● **What you are asked to do**:
Exactly as written, transcribe each record below.

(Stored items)
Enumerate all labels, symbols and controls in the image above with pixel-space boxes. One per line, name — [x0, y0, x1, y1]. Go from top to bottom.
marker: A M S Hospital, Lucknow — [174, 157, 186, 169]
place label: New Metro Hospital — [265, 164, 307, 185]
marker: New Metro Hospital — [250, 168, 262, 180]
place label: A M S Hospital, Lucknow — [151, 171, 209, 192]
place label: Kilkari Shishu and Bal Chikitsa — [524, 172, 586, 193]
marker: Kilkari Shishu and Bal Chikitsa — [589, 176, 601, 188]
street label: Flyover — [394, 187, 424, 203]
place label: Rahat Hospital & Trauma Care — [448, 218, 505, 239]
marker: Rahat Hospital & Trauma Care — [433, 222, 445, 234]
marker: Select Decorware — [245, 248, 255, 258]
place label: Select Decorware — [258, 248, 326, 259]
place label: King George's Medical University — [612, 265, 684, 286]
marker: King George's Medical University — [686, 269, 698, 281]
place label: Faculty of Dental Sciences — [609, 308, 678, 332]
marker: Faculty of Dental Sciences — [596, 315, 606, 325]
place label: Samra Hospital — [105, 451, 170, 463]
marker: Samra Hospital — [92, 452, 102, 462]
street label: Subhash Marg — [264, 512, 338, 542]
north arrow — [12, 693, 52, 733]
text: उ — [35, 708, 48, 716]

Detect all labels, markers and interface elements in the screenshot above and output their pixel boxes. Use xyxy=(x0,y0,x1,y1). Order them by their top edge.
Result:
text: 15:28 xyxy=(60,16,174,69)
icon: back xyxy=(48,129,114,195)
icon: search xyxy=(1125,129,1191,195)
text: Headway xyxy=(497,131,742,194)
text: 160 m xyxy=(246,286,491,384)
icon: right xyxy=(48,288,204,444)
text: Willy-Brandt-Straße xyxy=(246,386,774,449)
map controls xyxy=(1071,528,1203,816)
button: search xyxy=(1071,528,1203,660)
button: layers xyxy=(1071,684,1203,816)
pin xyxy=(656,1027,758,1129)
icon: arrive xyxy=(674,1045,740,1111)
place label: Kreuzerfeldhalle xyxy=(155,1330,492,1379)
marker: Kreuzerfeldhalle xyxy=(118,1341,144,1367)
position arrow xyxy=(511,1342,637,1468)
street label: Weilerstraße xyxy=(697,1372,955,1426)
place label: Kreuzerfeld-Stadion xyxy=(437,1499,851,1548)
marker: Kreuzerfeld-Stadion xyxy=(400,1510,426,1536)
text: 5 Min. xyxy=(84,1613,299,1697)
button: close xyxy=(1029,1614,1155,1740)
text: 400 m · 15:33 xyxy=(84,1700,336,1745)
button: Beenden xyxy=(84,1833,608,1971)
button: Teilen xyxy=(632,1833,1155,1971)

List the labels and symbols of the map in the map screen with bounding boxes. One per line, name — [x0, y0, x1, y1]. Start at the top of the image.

● **Response for this exercise**:
Enumerate all labels, symbols and controls in the image above with pixel-space boxes. One per line, name — [x0, y0, x1, y1]. Go from top to bottom.
marker: A M S Hospital, Lucknow — [174, 157, 186, 169]
place label: New Metro Hospital — [265, 164, 307, 185]
marker: New Metro Hospital — [250, 168, 262, 180]
place label: A M S Hospital, Lucknow — [151, 171, 209, 192]
place label: Kilkari Shishu and Bal Chikitsa — [524, 172, 586, 193]
marker: Kilkari Shishu and Bal Chikitsa — [589, 176, 601, 188]
street label: Flyover — [394, 187, 424, 203]
place label: Rahat Hospital & Trauma Care — [448, 218, 505, 239]
marker: Rahat Hospital & Trauma Care — [433, 222, 445, 234]
marker: Select Decorware — [245, 248, 255, 258]
place label: Select Decorware — [258, 248, 326, 259]
place label: King George's Medical University — [612, 265, 684, 286]
marker: King George's Medical University — [686, 269, 698, 281]
place label: Faculty of Dental Sciences — [609, 308, 678, 332]
marker: Faculty of Dental Sciences — [596, 315, 606, 325]
place label: Samra Hospital — [105, 451, 170, 463]
marker: Samra Hospital — [92, 452, 102, 462]
street label: Subhash Marg — [264, 512, 338, 542]
north arrow — [12, 693, 52, 733]
text: उ — [35, 708, 48, 716]

Detect all labels, markers and interface elements in the screenshot above and output their pixel boxes. Use xyxy=(x0,y0,x1,y1). Order them by their top edge.
Result:
text: 15:28 xyxy=(60,16,174,69)
icon: back xyxy=(48,129,114,195)
icon: search xyxy=(1125,129,1191,195)
text: Headway xyxy=(497,131,742,194)
text: 160 m xyxy=(246,286,491,384)
icon: right xyxy=(48,288,204,444)
text: Willy-Brandt-Straße xyxy=(246,386,774,449)
map controls xyxy=(1071,528,1203,816)
button: search xyxy=(1071,528,1203,660)
button: layers xyxy=(1071,684,1203,816)
pin xyxy=(656,1027,758,1129)
icon: arrive xyxy=(674,1045,740,1111)
place label: Kreuzerfeldhalle xyxy=(155,1330,492,1379)
marker: Kreuzerfeldhalle xyxy=(118,1341,144,1367)
position arrow xyxy=(511,1342,637,1468)
street label: Weilerstraße xyxy=(697,1372,955,1426)
place label: Kreuzerfeld-Stadion xyxy=(437,1499,851,1548)
marker: Kreuzerfeld-Stadion xyxy=(400,1510,426,1536)
text: 5 Min. xyxy=(84,1613,299,1697)
button: close xyxy=(1029,1614,1155,1740)
text: 400 m · 15:33 xyxy=(84,1700,336,1745)
button: Beenden xyxy=(84,1833,608,1971)
button: Teilen xyxy=(632,1833,1155,1971)

List the labels and symbols of the map in the map screen with bounding boxes. One per line, name — [x0, y0, x1, y1]. Start at the top of the image.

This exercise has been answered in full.